> THE TASK: Exactly the lines from the beginning of the records to the line with "display:grid; place-items:center; width:63px;", both ends included, are to be given again, and pictures are to be left out.
^^^^
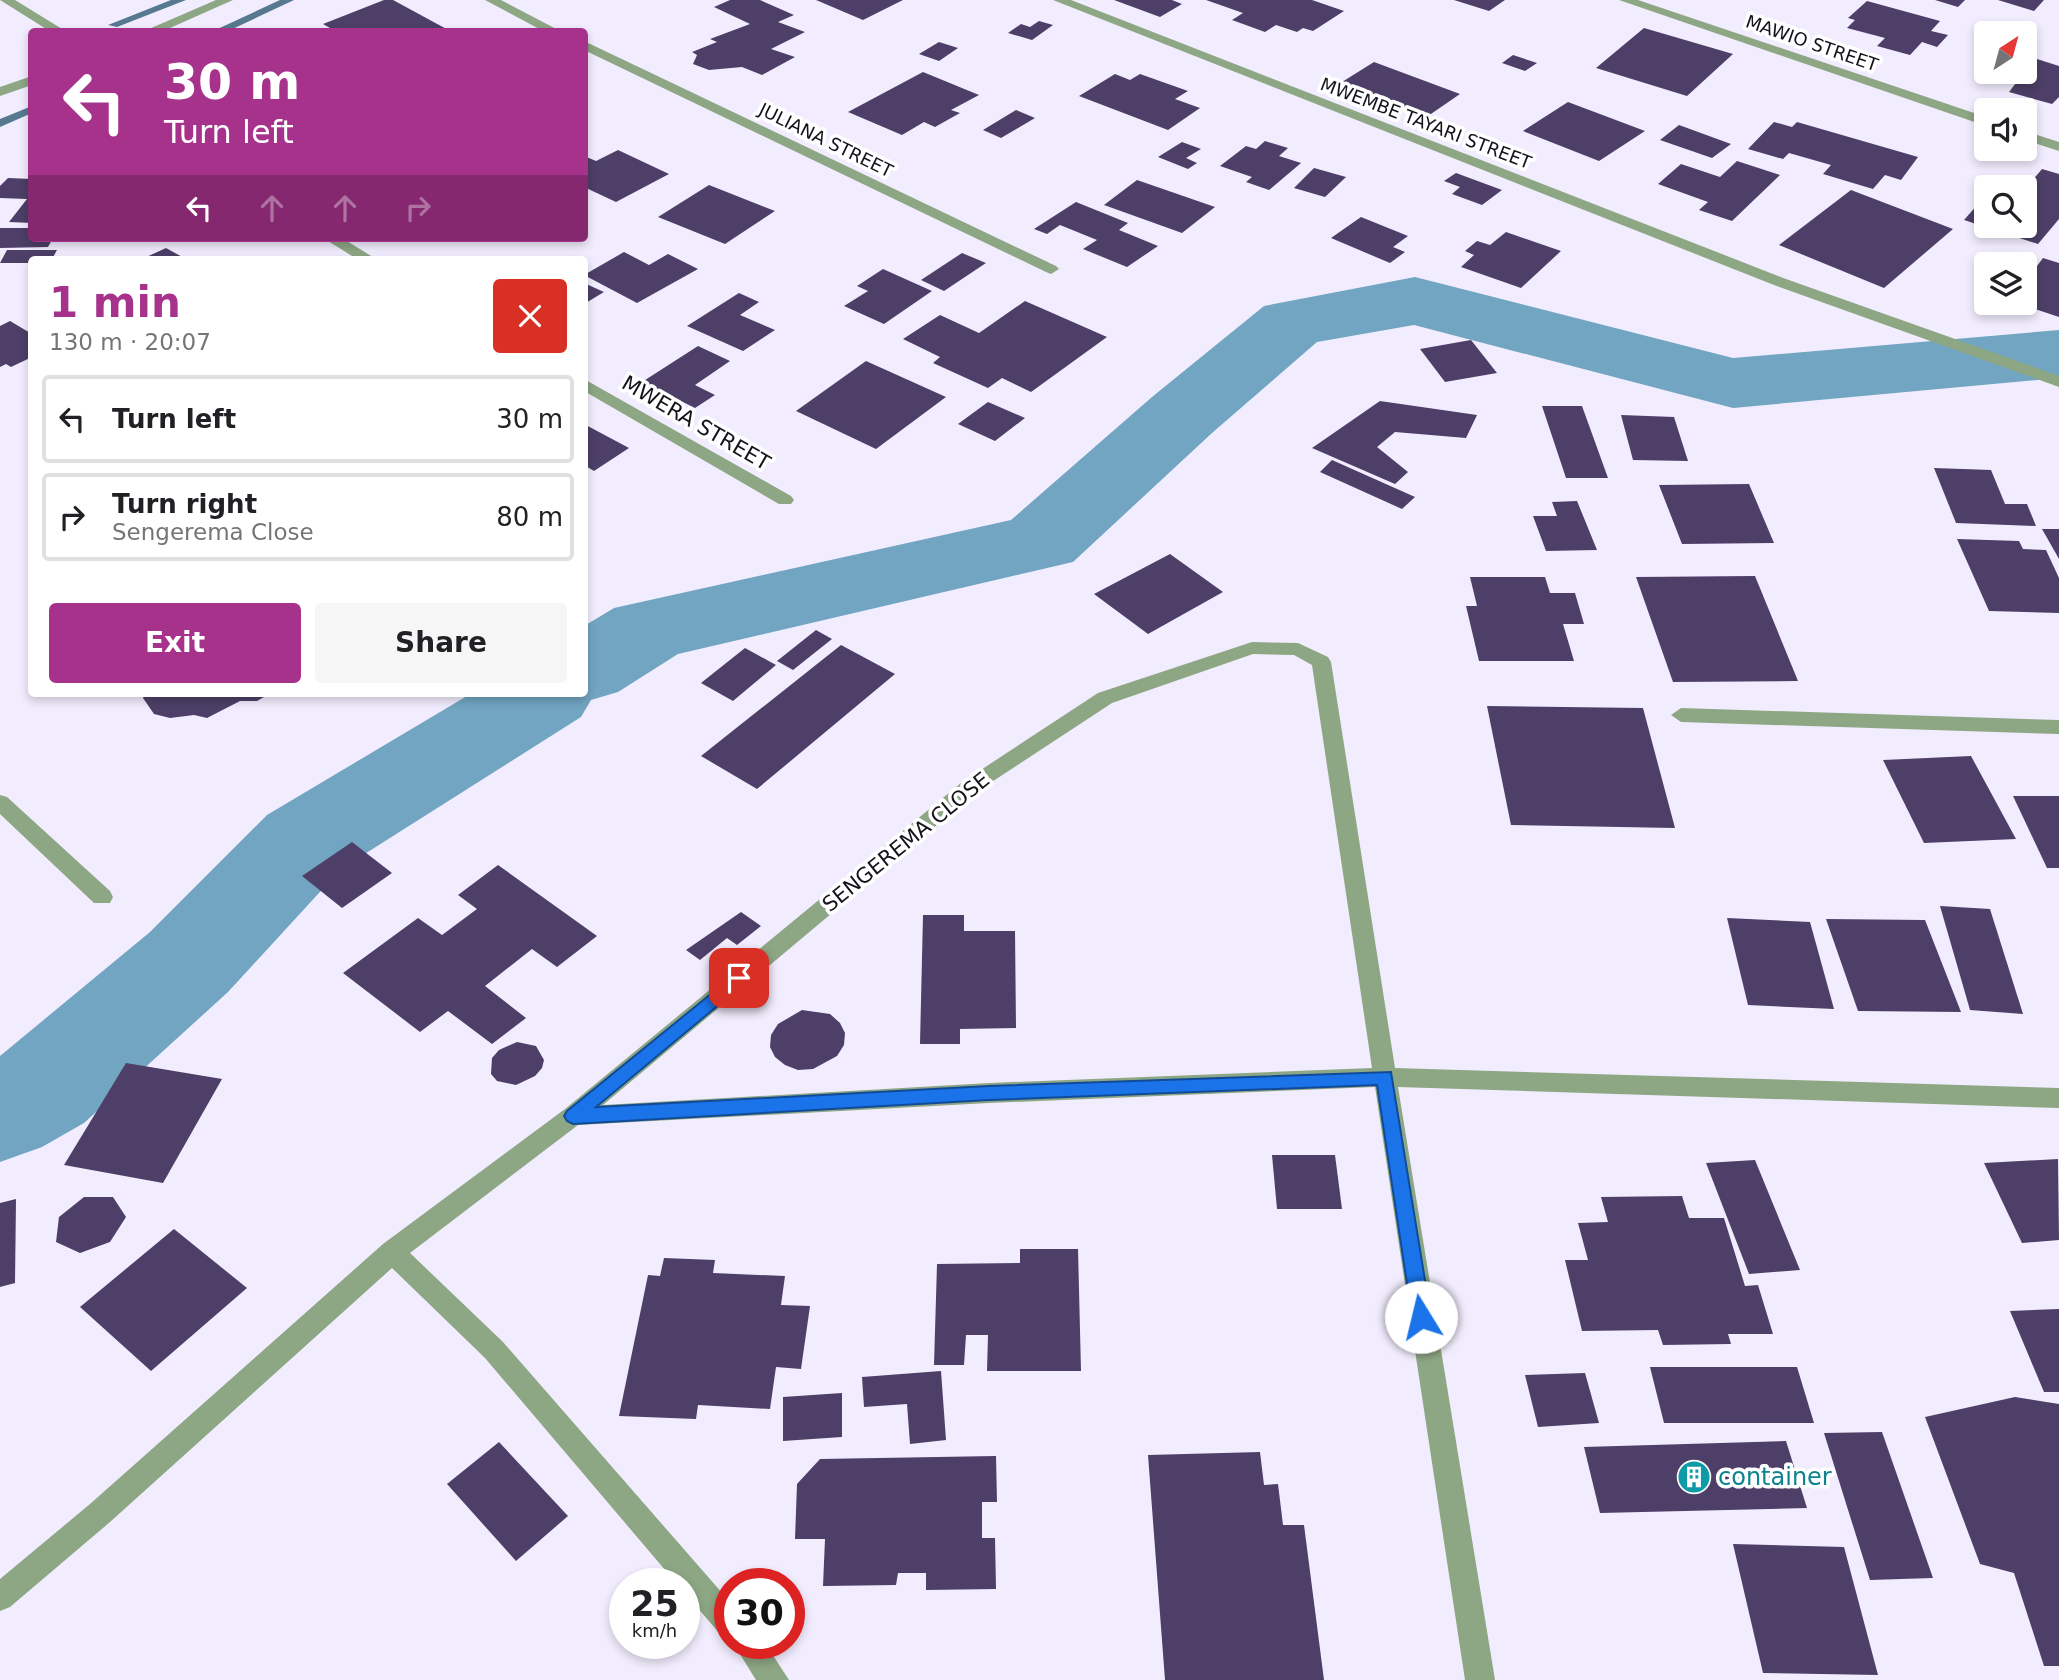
<!DOCTYPE html>
<html lang="en">
<head>
<meta charset="utf-8">
<style>
  :root { --surface:#fff; --page:#f6f6f6; --text:#202124; --muted:#757577; --line:#e0e0e0; --accent:#a7328b }
  body { margin:0; font-family:"DejaVu Sans",sans-serif; background:var(--page); color:var(--text); height:100vh; display:flex; flex-direction:column; font-size:26px; white-space:nowrap }
  * { box-sizing:border-box; margin:0 }
  p { font-size:23px; color:var(--muted) }
  .icon { flex:none; width:38px; height:38px; fill:none; stroke:currentColor; stroke-width:2; stroke-linecap:round; stroke-linejoin:round }
  .map { position:relative; flex:1; overflow:hidden }
  .drawer { position:absolute; left:28px; top:256px; width:560px; height:441px; display:flex; flex-direction:column; background:var(--surface); border-radius:7px; box-shadow:0 4px 10px #0003 }
  .drawer>* { flex:none }
  .hud { position:absolute; left:28px; top:28px; width:560px; height:214px; border-radius:7px; box-shadow:0 4px 10px #0003; background:#a7328b; color:#fff; overflow:hidden }
  .needle { width:46px; rotate:36deg }
  .tools { position:absolute; left:1974px; top:21px; display:grid; gap:14px }
  .tools a { display:grid; place-items:center; width:63px; height:63px; border-radius:7px; background:var(--surface); box-shadow:0 4px 10px #0003; font-size:35px }
  .speed { position:absolute; left:609px; top:1568px; display:flex; gap:14px; font-size:35px; font-weight:700; text-align:center }
  .speed>* { display:grid; place-content:center; width:91px; height:91px; border-radius:50%; background:var(--surface); box-shadow:0 4px 10px #0003; line-height:1 }
  .speed small { font-size:18px; font-weight:400 }
  .speed .limit { border:10px solid #d22; background:#fff; color:#111 }
  .pin { position:absolute; display:grid; place-items:center; width:60px; height:60px; color:#fff; margin:-30px; border-radius:14px; box-shadow:0 4px 10px #0006 }
  .me { position:absolute; width:77px; margin:-38px; rotate:351deg; stroke-linejoin:round; filter:drop-shadow(0 0 5px #0008) }
  .turn { display:flex; align-items:center; gap:24px; height:147px; padding:0 21px; font-size:32px }
  .turn .icon { width:91px; height:91px; stroke-width:2.5 }
  .turn b { display:block; font-size:49px; line-height:60px }
  .lanes { display:flex; align-items:center; height:66px; padding:0 21px; background:#0003; justify-content:center; gap:35px; direction:ltr }
  .lanes .off { opacity:.35 }
  .round { display:grid; place-items:center; flex:none; width:74px; height:74px; border-radius:7px; background:var(--page) }
  .headline { display:flex; align-items:center; justify-content:space-between; height:119px; padding:0 21px }
  h1 { font-size:42px; font-weight:700; line-height:52px; color:var(--accent) }
  .primary-button { display:flex; gap:14px; margin-top:auto; padding:14px 21px }
  .primary-button a { flex:1; height:80px; border-radius:7px; background:var(--accent); color:#fff; font-size:28px; font-weight:700; line-height:80px; text-align:center }
  .primary-button a+a { background:var(--page); color:var(--text) }
  ul { padding:0; list-style:none }
  li { display:flex; align-items:center; gap:21px; height:88px; margin:0 14px 10px; padding:0 7px; border:4px solid var(--line); border-radius:7px }
  li div { flex:1 }
  li b { display:block; font-size:26px }
  li em { font-style:normal }
  .map>svg:first-child { display:block }
</style>
</head>
<body>
<div class="map">
<svg width="2059" height="1680" viewBox="0 0 2059 1680">
  <rect width="100%" height="100%" fill="#f2edfe"/>
  <g fill="none" stroke-linecap="round" stroke-linejoin="round">
    <g fill="#567990" fill-rule="evenodd">
      <path d="M171,0H186L117,27L108,25Z"/>
      <path d="M280,0H294L226,32H211Z"/>
      <path d="M32,106V113L0,127V119Z"/>
    </g>
    <path fill="#72a5c2" fill-rule="evenodd" d="M1415,277L1733,358L2059,330V378L1733,408L1414,325L1317,342L1212,433L1073,562L678,654L618,692L591,700L581,717L341,869L228,992L84,1123L42,1147L0,1162V1056L150,932L267,815L472,693H584V626L614,608L1011,520L1152,397L1264,306Z"/>
  </g>
  <g fill="#4d3f67">
    <path d="M384,0H393L452,32H337L323,24Z"/>
    <path d="M730,0H760L794,15L778,22L805,32L771,49L795,57L762,75L742,67L709,70L693,64L697,55L692,52L717,42L710,39L750,24L714,7Z"/>
    <path d="M816,0H903L863,20Z"/>
    <path d="M1114,0H1172L1182,4L1160,17Z"/>
    <path d="M1206,0H1312L1344,11L1313,31L1303,28L1297,32L1276,25L1265,32L1232,20L1243,13Z"/>
    <path d="M1454,0H1505L1489,11Z"/>
    <path d="M1935,0H1965L1958,7Z"/>
    <path d="M1998,0H2044L2034,11Z"/>
    <path d="M1867,1L1940,21L1931,31L1948,35L1937,47L1922,42L1910,55L1877,46L1885,38L1847,28L1855,20L1848,18Z"/>
    <path d="M1039,21L1053,25L1032,40L1008,33L1021,24L1030,27Z"/>
    <path d="M1644,28L1733,54L1687,96L1596,68Z"/>
    <path d="M939,42L958,48L939,61L919,54Z"/>
    <path d="M1513,55L1537,63L1525,71L1502,63Z"/>
    <path d="M2037,59L2059,66V97L2052,104L2009,92L2019,79L1995,73L2025,72V63L2032,65Z"/>
    <path d="M1374,62L1460,94L1428,116L1342,82Z"/>
    <path d="M923,72L979,95L951,110L960,113L935,127L924,122L902,135L848,112Z"/>
    <path d="M1115,74L1130,80L1140,74L1188,91L1175,99L1200,108L1168,130L1079,96Z"/>
    <path d="M1568,102L1645,131L1599,161L1523,131Z"/>
    <path d="M1016,110L1035,118L1001,138L983,130Z"/>
    <path d="M1774,122L1792,127L1797,122L1918,157L1901,180L1885,175L1873,189L1823,174L1831,165L1789,153L1783,159L1748,149Z"/>
    <path d="M1679,125L1731,144L1712,158L1660,140Z"/>
    <path d="M1265,141L1288,148L1279,156L1301,163L1269,190L1246,182L1252,177L1220,166L1246,146L1256,149Z"/>
    <path d="M1182,142L1201,149L1186,158L1197,163L1188,169L1158,157Z"/>
    <path d="M618,150L669,174L616,202L584,187V156L596,161Z"/>
    <path d="M1737,161L1780,175L1732,221L1699,210L1708,202L1658,184L1681,164L1720,177Z"/>
    <path d="M1314,168L1346,177L1325,197L1294,188Z"/>
    <path d="M2042,169L2059,174V219L2038,244L1964,220L1986,195V226H2025V189Z"/>
    <path d="M1456,173L1502,190L1482,205L1452,194L1460,187L1444,181Z"/>
    <path d="M8,178L32,179V223L9,222L27,199L0,198V186Z"/>
    <path d="M1137,180L1215,207L1182,233L1104,205Z"/>
    <path d="M709,185L775,211L725,244L658,217Z"/>
    <path d="M1851,190L1953,229L1884,288L1779,245Z"/>
    <path d="M1076,202L1128,223L1119,230L1158,246L1127,267L1083,249L1097,240L1060,225L1047,234L1034,229Z"/>
    <path d="M1361,217L1408,236L1393,247L1405,252L1390,263L1331,238Z"/>
    <path d="M0,228H32V238H53L48,247L0,248Z"/>
    <path d="M1506,232L1561,251L1521,288L1461,267L1474,255L1465,251L1477,241L1490,245Z"/>
    <path d="M166,248L186,259H142Z"/>
    <path d="M7,250H57L52,259H32V263H0Z"/>
    <path d="M624,252L649,265L668,254L698,269L637,303L584,275Z"/>
    <path d="M962,253L986,263L944,291L921,280Z"/>
    <path d="M2043,258L2059,263V317L2017,303H2025V282Z"/>
    <path d="M883,269L932,291L884,324L844,306L868,291L857,286Z"/>
    <path d="M584,283L604,292L584,304Z"/>
    <path d="M739,293L759,302L740,315L775,330L743,351L687,326Z"/>
    <path d="M1025,301L1107,337L1031,392L1002,378L988,388L933,363L940,357L903,339L940,315L979,333Z"/>
    <path d="M10,321L32,334V357L11,367L6,364L0,367V326Z"/>
    <path d="M1471,340L1497,373L1445,382L1420,349Z"/>
    <path d="M698,346L730,361L695,385L715,395L695,408L642,382Z"/>
    <path d="M866,361L946,397L876,449L796,411Z"/>
    <path d="M1380,401L1477,415L1466,438L1395,432L1377,447L1408,472L1395,484L1312,448Z"/>
    <path d="M988,402L1025,418L995,441L958,424Z"/>
    <path d="M1542,406H1582L1608,478H1566Z"/>
    <path d="M1621,415L1674,417L1688,461L1633,460Z"/>
    <path d="M584,424L629,448L594,471L584,465Z"/>
    <path d="M1332,460L1415,497L1402,509L1320,472Z"/>
    <path d="M1934,468L1991,470L2005,504H2027L2036,526L1956,523Z"/>
    <path d="M1749,484L1774,543L1682,544L1659,485Z"/>
    <path d="M1577,501L1597,550L1546,551L1533,516H1557L1552,502Z"/>
    <path d="M2042,529H2059V559Z"/>
    <path d="M1957,539L2019,541L2023,549L2046,550L2059,578V613L1989,611Z"/>
    <path d="M1170,554L1223,592L1148,634L1094,594Z"/>
    <path d="M1755,576L1798,681L1673,682L1636,577Z"/>
    <path d="M1470,577H1545L1550,593H1575L1584,624H1563L1574,661H1479L1466,606H1477Z"/>
    <path d="M816,630L832,639L793,670L777,661Z"/>
    <path d="M841,645L895,674L757,789L701,756Z"/>
    <path d="M745,648L776,665L733,701L701,683Z"/>
    <path d="M145,693H271L257,701H240L207,718L194,715L170,718L154,714L143,698Z"/>
    <path d="M1487,706L1643,708L1675,828L1511,825Z"/>
    <path d="M1971,756L2016,839L1924,843L1883,760Z"/>
    <path d="M2013,796H2059V868H2047Z"/>
    <path d="M352,842L392,873L342,908L302,876Z"/>
    <path d="M498,865L597,936L557,967L532,949L485,986L526,1018L492,1044L448,1011L420,1032L343,973L418,918L442,935L477,909L458,895Z"/>
    <path d="M1940,906L1990,909L2023,1014L1970,1010Z"/>
    <path d="M741,912L761,926L737,945L727,938L700,960L686,950Z"/>
    <path d="M923,915H964V931H1015L1016,1028L960,1029V1044H920Z"/>
    <path d="M1727,918L1810,922L1834,1009L1748,1005Z"/>
    <path d="M1826,919L1925,920L1961,1012L1858,1011Z"/>
    <path d="M802,1010L830,1014L840,1023L845,1033L844,1045L837,1056L813,1069L798,1070L785,1065L775,1057L770,1047L771,1035L778,1024Z"/>
    <path d="M517,1042L536,1046L544,1060L542,1068L535,1076L516,1085L497,1081L491,1074L492,1058L499,1050Z"/>
    <path d="M126,1063L222,1079L163,1183L64,1165Z"/>
    <path d="M1272,1155H1335L1342,1209H1277Z"/>
    <path d="M2058,1159L2059,1240L2022,1243L1984,1163Z"/>
    <path d="M1755,1160L1800,1270L1749,1274L1706,1163Z"/>
    <path d="M1682,1196L1689,1218H1724L1745,1286L1758,1285L1773,1334H1728L1731,1344L1663,1345L1658,1330L1582,1331L1565,1260H1588L1578,1223L1608,1222L1601,1197Z"/>
    <path d="M84,1197H113L126,1217L110,1242L80,1253L56,1242L59,1217Z"/>
    <path d="M16,1199L15,1283L0,1287V1203Z"/>
    <path d="M174,1229L247,1288L151,1371L80,1307Z"/>
    <path d="M1020,1249H1078L1081,1371H987L988,1335H966L964,1365H934L937,1264L1020,1263Z"/>
    <path d="M664,1258L715,1260L713,1273L785,1276L781,1305L810,1306L801,1369L776,1367L770,1409L698,1405L696,1419L619,1416L648,1275L660,1276Z"/>
    <path d="M2059,1309V1392H2044L2010,1311Z"/>
    <path d="M1650,1367H1797L1814,1423H1664Z"/>
    <path d="M941,1371L946,1440L910,1444L907,1404L864,1407L862,1377Z"/>
    <path d="M1585,1373L1599,1423L1538,1427L1525,1375Z"/>
    <path d="M842,1393V1437L783,1441V1397Z"/>
    <path d="M2015,1397L2059,1404V1666H2044L2014,1573L1980,1564L1925,1417Z"/>
    <path d="M1882,1432L1933,1578L1870,1580L1824,1433Z"/>
    <path d="M1786,1441L1807,1508L1600,1513L1584,1447Z"/>
    <path d="M499,1442L568,1516L516,1561L447,1484Z"/>
    <path d="M1260,1452L1264,1485L1278,1484L1283,1525H1304L1324,1680H1165L1148,1455Z"/>
    <path d="M996,1456L997,1502H982V1538H995L996,1589L926,1590V1573H898L896,1585L823,1586L825,1539H795L797,1484L820,1459Z"/>
    <path d="M1733,1544L1844,1547L1878,1675L1763,1673Z"/>
  </g>
  <g fill="none" stroke-linecap="round" stroke-linejoin="round">
    <g fill="#8da683" fill-rule="evenodd">
      <path d="M0,0H15L67,32H51Z"/>
      <path d="M216,0H233L161,32H142Z"/>
      <path d="M485,0H501L562,32H545Z"/>
      <path d="M1053,0H1071L1786,279L2059,376V387L1774,285Z"/>
      <path d="M1619,0H1638L1986,117V126Z"/>
      <path d="M584,41L1056,266L1059,269L1051,274L1046,272L584,50Z"/>
      <path d="M32,76V85L0,96V87Z"/>
      <path d="M2025,131L2059,142V151L2025,140Z"/>
      <path d="M323,238H342L376,259H357Z"/>
      <path d="M584,379L791,496L794,500L791,504H779L584,391Z"/>
      <path d="M1252,642L1298,643L1328,657L1331,662L1395,1068L2059,1088V1108L1398,1087L1495,1680H1465L1375,1087L989,1103L578,1125L410,1253L503,1342L730,1602V1638L720,1634L684,1592V1584H677L485,1358L392,1268L110,1522L10,1607L0,1611V1579L90,1504L383,1244L565,1109L961,783L1098,693ZM1253,654L1294,655L1312,665L1372,1068L989,1083L603,1105L975,793L1112,703Z"/>
      <path d="M1681,708L2059,720V734L1681,722L1671,715Z"/>
      <path d="M0,795L7,797L110,891L113,897L110,903H94L0,814Z"/>
      <path d="M733,1643H765L789,1680H756Z"/>
    </g>
  </g>
  <path fill="#1a73e8" stroke="#114b97" stroke-width="2" d="M739,971L748,978L745,983L596,1107L989,1086L1391,1072L1431,1317L1428,1323L1421,1325L1414,1323L1412,1317L1377,1085L989,1100L573,1124L567,1121L564,1116L567,1111Z"/>
  <defs>
    <symbol id="building-disc" viewBox="-11 -11 22 22"><circle r="9.5" fill="#0f9aa8" stroke="#fff"/><path d="M-4-6H4V6H1V3H-1V6H-4ZM-2.5-4.3h1.7v1.8h-1.7ZM.8-4.3h1.7v1.8H.8ZM-2.5-1h1.7V.8h-1.7ZM.8-1h1.7V.8H.8Z" fill="#fff"/></symbol>
  </defs>
  <g fill-rule="evenodd">
    <use href="#building-disc" x="1675" y="1458" width="38" height="38"/>
  </g>
  <g text-anchor="middle" dominant-baseline="central" stroke-width="7" stroke-linejoin="round" paint-order="stroke">
    <g font-size="18" fill="#15131a" stroke="#fff">
      <text transform="translate(1812 43) rotate(19)">MAWIO STREET</text>
      <text transform="translate(1426 123) rotate(21)">MWEMBE TAYARI STREET</text>
      <text transform="translate(826 140) rotate(26)">JULIANA STREET</text>
    </g>
    <g font-size="21" fill="#15131a" stroke="#fff">
      <text transform="translate(696 423) rotate(30)">MWERA STREET</text>
      <text transform="translate(906 842) rotate(-39)">SENGEREMA CLOSE</text>
    </g>
    <g font-size="24" fill="#0d838f" stroke="#fff" text-anchor="start">
      <text x="1718" y="1477">container</text>
    </g>
  </g>
</svg>
<div class="tools">
<a><svg class="needle" viewBox="-14 -14 28 28"><path d="M0-13l5 13h-10z" fill="#e53935"/><path d="M0 13l5-13h-10z" fill="#757577"/></svg></a>
<a><svg class="icon" aria-label="sound" viewBox="0 0 24 24"><path d="M4 9h4l5-4v14l-5-4H4zM17 9q2 3 0 6"/></svg></a>
<a><svg class="icon" aria-label="search" viewBox="0 0 24 24"><circle cx="10" cy="10" r="6"/><path d="M15 15l6 6"/></svg></a>
<a><svg class="icon" aria-label="layers" viewBox="0 0 24 24"><path d="M12 4l9 5-9 5-9-5zM3 14l9 5 9-5"/></svg></a>
</div>
<div class="speed"><div>25<small>km/h</small></div><div class="limit">30</div></div>
<div class="pin" style="left:739px;top:978px;background:#d93025"><svg class="icon" aria-label="arrive" viewBox="0 0 24 24"><path d="M6 21V4h12l-3 4 3 4H6"/></svg></div>
<svg class="me" style="left:1421px;top:1317px" viewBox="-20 -20 40 40"><circle r="19" fill="#fff"/><path d="M0-13L10 11 0 6-10 11z" fill="#1a73e8"/></svg>
<div class="hud">
<div class="turn"><svg class="icon" aria-label="left" viewBox="0 0 24 24"><path d="M17 20v-9H6M10 6l-5 5 5 5"/></svg><div><b>30 m</b>Turn left</div></div>
<div class="lanes"><svg class="icon" aria-label="left" viewBox="0 0 24 24"><path d="M17 20v-9H6M10 6l-5 5 5 5"/></svg><svg class="icon off" aria-label="ahead" viewBox="0 0 24 24"><path d="M12 20V5M6 11l6-6 6 6"/></svg><svg class="icon off" aria-label="ahead" viewBox="0 0 24 24"><path d="M12 20V5M6 11l6-6 6 6"/></svg><svg class="icon off" aria-label="right" viewBox="0 0 24 24"><path d="M7 20v-9h11M14 6l5 5-5 5"/></svg></div>
</div>
<section class="drawer">
<div class="headline"><div><h1>1 min</h1><p>130 m · 20:07</p></div><a class="round" style="background:#d93025;color:#fff"><svg class="icon" aria-label="close" viewBox="0 0 24 24"><path d="M6 6l12 12M18 6L6 18"/></svg></a></div>
<ul>
<li><svg class="icon" aria-label="left" viewBox="0 0 24 24"><path d="M17 20v-9H6M10 6l-5 5 5 5"/></svg><div><b>Turn left</b></div><em>30 m</em></li>
<li><svg class="icon" aria-label="right" viewBox="0 0 24 24"><path d="M7 20v-9h11M14 6l5 5-5 5"/></svg><div><b>Turn right</b><p>Sengerema Close</p></div><em>80 m</em></li>
</ul>
<div class="primary-button"><a>Exit</a><a>Share</a></div>
</section>
</div>
</body>
</html>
^^^^
> SOLUTION TO THE EXERCISE:
<!DOCTYPE html>
<html lang="en">
<head>
<meta charset="utf-8">
<style>
  :root { --surface:#fff; --page:#f6f6f6; --text:#202124; --muted:#757577; --line:#e0e0e0; --accent:#a7328b }
  body { margin:0; font-family:"DejaVu Sans",sans-serif; background:var(--page); color:var(--text); height:100vh; display:flex; flex-direction:column; font-size:26px; white-space:nowrap }
  * { box-sizing:border-box; margin:0 }
  p { font-size:23px; color:var(--muted) }
  .icon { flex:none; width:38px; height:38px; fill:none; stroke:currentColor; stroke-width:2; stroke-linecap:round; stroke-linejoin:round }
  .map { position:relative; flex:1; overflow:hidden }
  .drawer { position:absolute; left:28px; top:256px; width:560px; height:441px; display:flex; flex-direction:column; background:var(--surface); border-radius:7px; box-shadow:0 4px 10px #0003 }
  .drawer>* { flex:none }
  .hud { position:absolute; left:28px; top:28px; width:560px; height:214px; border-radius:7px; box-shadow:0 4px 10px #0003; background:#a7328b; color:#fff; overflow:hidden }
  .needle { width:46px; rotate:36deg }
  .tools { position:absolute; left:1974px; top:21px; display:grid; gap:14px }
  .tools a { display:grid; place-items:center; width:63px; height:63px; border-radius:7px; background:var(--surface); box-shadow:0 4px 10px #0003; font-size:35px }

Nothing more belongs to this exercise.